We can play the SB 670 game ourselves PDF Print E-mail
Friday, 18 December 2009

The SB 670 CEQA process is governed by APA. Which mandates public notice, and comment periods before any new regulations are implemented. In effect DGF has to tell the public the why, what & where they are going to impose new suction dredge regulations. Assuming DFG will impose some new stream, river, or whole drainage closures. In that any new year around closure would “take” all beneficial use of any valid placer mining claim that was only amenable to being mined by suction dredging. Ultimately, those mining claim owners effected by such a complete “taking” of all economically viable use of their private property rights. They would be due “compensation” for the value taken from them. Certainly, to collect compensation, various administrative, and judicial hurdles must be jumped. But, it’s there for those who have the ability to do just that.

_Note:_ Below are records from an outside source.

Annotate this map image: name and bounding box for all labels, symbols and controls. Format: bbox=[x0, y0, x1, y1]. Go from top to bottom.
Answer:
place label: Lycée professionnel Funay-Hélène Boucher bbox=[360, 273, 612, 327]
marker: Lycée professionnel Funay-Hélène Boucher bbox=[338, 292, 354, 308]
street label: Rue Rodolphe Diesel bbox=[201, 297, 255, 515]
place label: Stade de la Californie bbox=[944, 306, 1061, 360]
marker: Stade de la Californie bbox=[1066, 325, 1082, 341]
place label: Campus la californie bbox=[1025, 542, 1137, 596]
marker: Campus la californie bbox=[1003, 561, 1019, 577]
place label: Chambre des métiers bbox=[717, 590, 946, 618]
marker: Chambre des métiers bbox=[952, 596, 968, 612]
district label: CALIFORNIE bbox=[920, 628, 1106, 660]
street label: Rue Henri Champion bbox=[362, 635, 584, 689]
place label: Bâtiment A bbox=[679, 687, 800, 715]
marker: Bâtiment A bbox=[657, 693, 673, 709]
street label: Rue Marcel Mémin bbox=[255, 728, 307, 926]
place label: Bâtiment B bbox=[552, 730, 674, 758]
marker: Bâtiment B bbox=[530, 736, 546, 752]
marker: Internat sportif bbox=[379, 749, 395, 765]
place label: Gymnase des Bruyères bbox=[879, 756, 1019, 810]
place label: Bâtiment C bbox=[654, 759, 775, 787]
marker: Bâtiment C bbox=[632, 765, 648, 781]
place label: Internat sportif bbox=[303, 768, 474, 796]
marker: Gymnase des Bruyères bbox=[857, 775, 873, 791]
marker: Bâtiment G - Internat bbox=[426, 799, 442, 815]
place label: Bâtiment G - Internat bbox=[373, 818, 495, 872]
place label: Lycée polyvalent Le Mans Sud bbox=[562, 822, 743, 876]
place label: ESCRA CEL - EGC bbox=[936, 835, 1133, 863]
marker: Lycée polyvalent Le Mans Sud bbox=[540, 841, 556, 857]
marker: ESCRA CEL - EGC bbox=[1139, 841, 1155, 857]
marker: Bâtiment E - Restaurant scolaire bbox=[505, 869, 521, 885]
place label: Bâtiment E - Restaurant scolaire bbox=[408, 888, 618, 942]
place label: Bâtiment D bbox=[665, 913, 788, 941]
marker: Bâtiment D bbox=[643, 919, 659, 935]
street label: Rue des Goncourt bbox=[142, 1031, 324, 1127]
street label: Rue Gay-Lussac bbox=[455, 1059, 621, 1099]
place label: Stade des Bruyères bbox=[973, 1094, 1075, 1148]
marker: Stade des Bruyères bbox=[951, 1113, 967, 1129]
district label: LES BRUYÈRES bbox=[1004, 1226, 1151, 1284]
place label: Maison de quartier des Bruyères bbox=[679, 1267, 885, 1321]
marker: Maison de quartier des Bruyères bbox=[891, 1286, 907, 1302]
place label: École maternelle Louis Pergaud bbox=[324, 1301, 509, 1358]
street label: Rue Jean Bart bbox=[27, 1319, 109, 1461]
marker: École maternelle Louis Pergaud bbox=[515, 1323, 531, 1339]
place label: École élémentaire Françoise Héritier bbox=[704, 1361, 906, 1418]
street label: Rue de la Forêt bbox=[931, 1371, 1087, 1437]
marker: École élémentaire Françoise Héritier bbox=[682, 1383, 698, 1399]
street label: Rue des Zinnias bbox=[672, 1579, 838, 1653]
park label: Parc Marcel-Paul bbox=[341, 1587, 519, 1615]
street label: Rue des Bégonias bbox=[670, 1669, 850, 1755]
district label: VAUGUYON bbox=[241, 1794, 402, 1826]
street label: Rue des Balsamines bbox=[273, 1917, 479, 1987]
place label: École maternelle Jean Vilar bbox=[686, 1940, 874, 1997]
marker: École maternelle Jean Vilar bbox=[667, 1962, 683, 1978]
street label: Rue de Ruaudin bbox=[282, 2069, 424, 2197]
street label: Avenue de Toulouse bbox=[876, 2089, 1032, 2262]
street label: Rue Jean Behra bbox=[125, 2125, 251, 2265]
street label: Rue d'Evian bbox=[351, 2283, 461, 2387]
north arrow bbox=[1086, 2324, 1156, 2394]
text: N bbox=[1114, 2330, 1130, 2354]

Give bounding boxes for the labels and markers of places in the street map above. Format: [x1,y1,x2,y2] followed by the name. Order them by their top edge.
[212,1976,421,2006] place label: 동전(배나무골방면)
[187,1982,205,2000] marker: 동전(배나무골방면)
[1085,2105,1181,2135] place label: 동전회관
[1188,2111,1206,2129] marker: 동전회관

SB 670 is an arbitrary law, that affects thousands of small scale miners in California. It was imposed ignoring the financial effect, hardship and loss it placed on all those it effected. In other words, if they knew what they were doing, the California legislature just didn’t care. If they honestly were ignorant of the facts, that SB 670 imposed “takings” of thousands of peoples private property rights. That the state could be held liable to ultimately pay for. By their very oath of office, those elected state officials have a “fiduciary duty” to know such things. As certainly, crafting, and passing law when you don’t know the effects it imposes, is arbitrary, capricious , and just plain stupid. Every human must in one way or another pay for their “stupid” mistakes. In this case, since it is the whole legislative body, the state becomes liable to pay for the ‘stupid” mistakes the legislature makes.


Frankly, on federal public domain lands where no placer gold exists. DFG can close every single waterway there to suction dredge gold mining. But where enough placer gold does exist on federal public domain lands, to support “valid” placer mining claim, I do care. Because any or all such closures DFG makes arbitrarily tramples on, and takes every placer mining claim owners private property rights there. So, in pondering all this, I thought to myself, CA & CA DFG want to play dirty, so can we. In that DFG is bound by law, to accurately describe the “what & where” of any new waterway closure they make, long before it goes into effect. That leaves a “window” of opportunity for anyone able to stake up all of any open federal public domain lands on gold bearing waterways before DGF closure regulations are implemented.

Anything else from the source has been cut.